Мы встаем втроем, Морхофф принимает стойку смирно, и, попрощавшись, разворачивается, но так сильно спотыкается в своих тяжелых сапогах, что чуть не валится с ног.
Когда мы снова садимся, Старик с обычной обстоятельностью набивает свою трубку,
заказывает новое пиво, и только когда обе бутылки стоят на столе, а табак тлеет в головке трубки, он говорит:
— Лодка Морхоффа была введена в эксплуатацию только в прошлом году. Морхофф, впрочем, относился к нашей флотилии, будучи старпомом лодки U-330. Но после последнего боевого похода поступил с лодкой не сюда, а был направлен в Бордо.
— В Бордо?
— Да, там им должны были установить шноркель… Здесь просто не было для этого свободных мощностей…
— А потом?
— Это продолжалось какое-то время — а затем там началось Вторжение. И все пришлось срочно сворачивать. Но прежде нужно было отверстия, которые уже были вырезаны в корпусе лодки — для подачи и выброса отработанного воздуха — снова заварить и лодку отправили к двенадцати другим без шноркеля на фронт Вторжения.
— Где они должны были утонуть!
Старик молча выслушивает это мое высказывание и продолжает:
— Так или иначе, но, в конце концов, им же все-таки, должны были установить шноркель… На верфи в Бордо уже не получалось, и остаточные работы должны были быть завершены в La Pallice …
Вместо того чтобы сказать что-нибудь, я лишь округляю глаза.
— Звучит совершенно фантастически — стоит признать. Но это была лишь присказка, а сказка была впереди: А именно, когда их, наконец, отправили, у них вообще шноркель не был установлен…
— И при всем при том, они были под завязку забиты боеприпасами…
— Так точно, для Шербура…
— Теперь я вообще ничего не понимаю: С Шербуром было покончено еще в июне, а они только двенадцатого июля вышли из La Rochelle?
— По приказу главкома… Даже после этого Морхофф должен был, чтобы избежать утечки информации, тайно прибыть в Анже, чтобы забрать свой боевой приказ.
— Который был написан еще в прошлое Рождество, насколько я понимаю все произошедшее…
Старик лишь пожимает плечами. Но затем рывком встает, подавая мне сигнал, что пора сменить место беседы: пора в кабинет.
В кабинете он грузно опускается на стул за письменный стол, немного копается в сложенных бумагах и затем высоко поднимает несколько листков.

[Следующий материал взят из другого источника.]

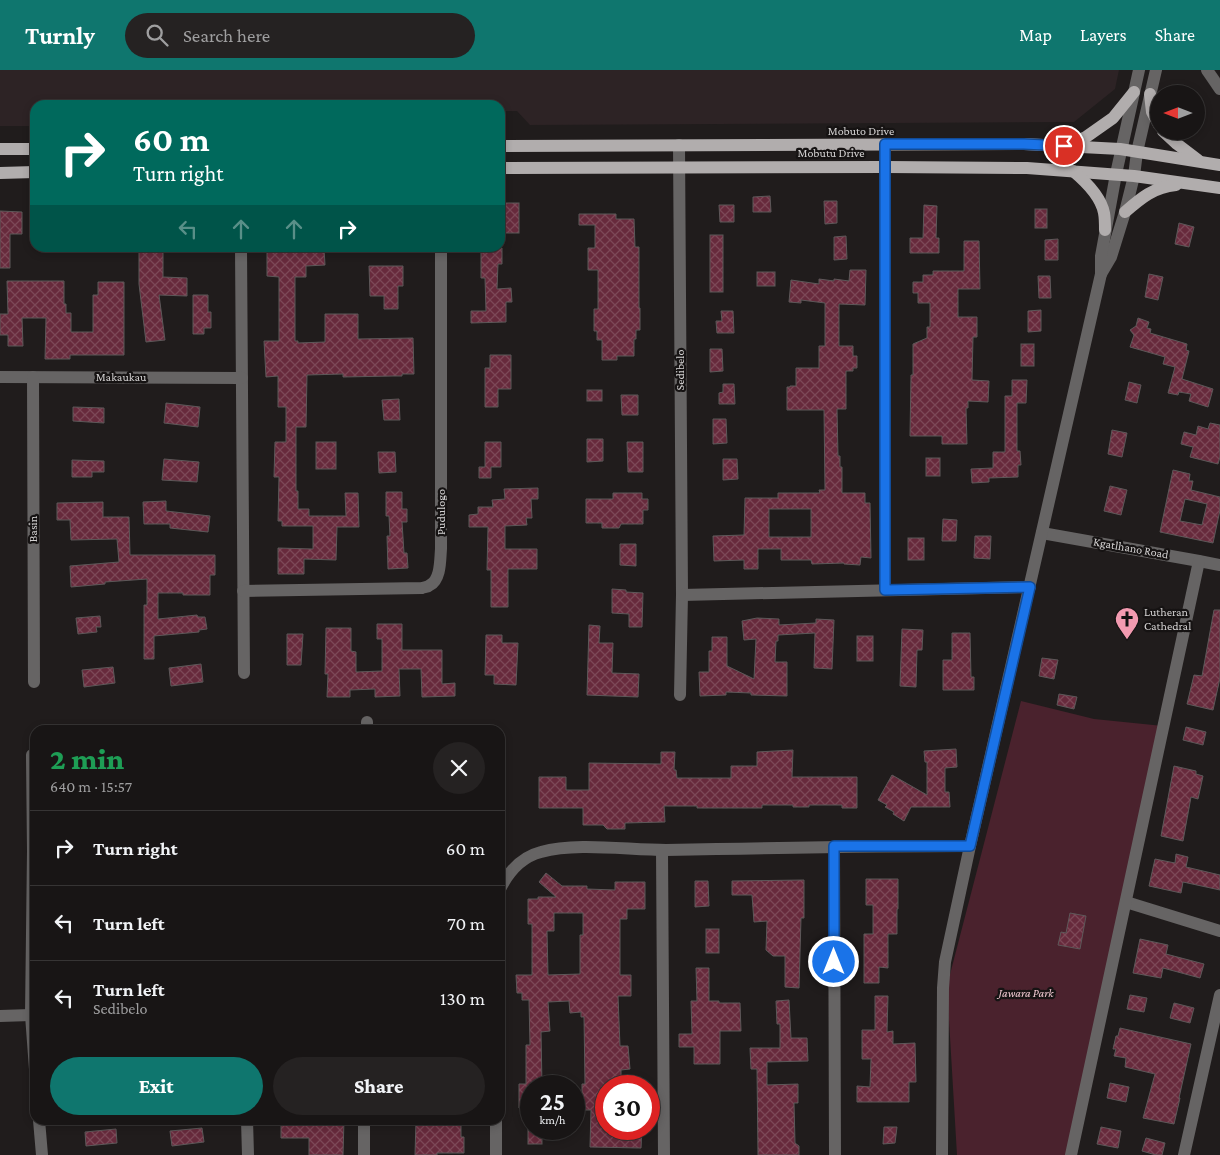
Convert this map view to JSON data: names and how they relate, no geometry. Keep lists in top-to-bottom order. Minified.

— Вот, послушай: 25 июня в сообщении Вермахта говорилось, что противник «Сумел достичь городских окраин Шербура». В сообщении от 27 числа говорится: «Только к вечеру противнику удалось, несмотря на тяжелые потери в кровопролитных уличных боях завладеть большей частью города». И вот от 29 числа: «Гавань разрушена, вход по-прежнему заблокирован». Знаешь, сейчас следует сказать себе честно — и это обязательно нужно сказать — что у нас, если нам приходится сдавать свои позиции, соответствующие сообщения всегда чертовски запаздывают…
Хочу всмотреться в Старика во время его речи, но он так развернул свой стул к окну, что мне виден только его полупрофиль.
Никаких сомнений: Он просто в ярости. И, без обиняков, продолжает:
— Представить себе, что лодка битком набитая боеприпасами посылается в базу, которая уже давно в руках врага — невероятно! Как и то, что Морхофф узнал только непосредственно перед выходом, что он должен был перевезти и доставить. Как еще это можно назвать, если не цинизм?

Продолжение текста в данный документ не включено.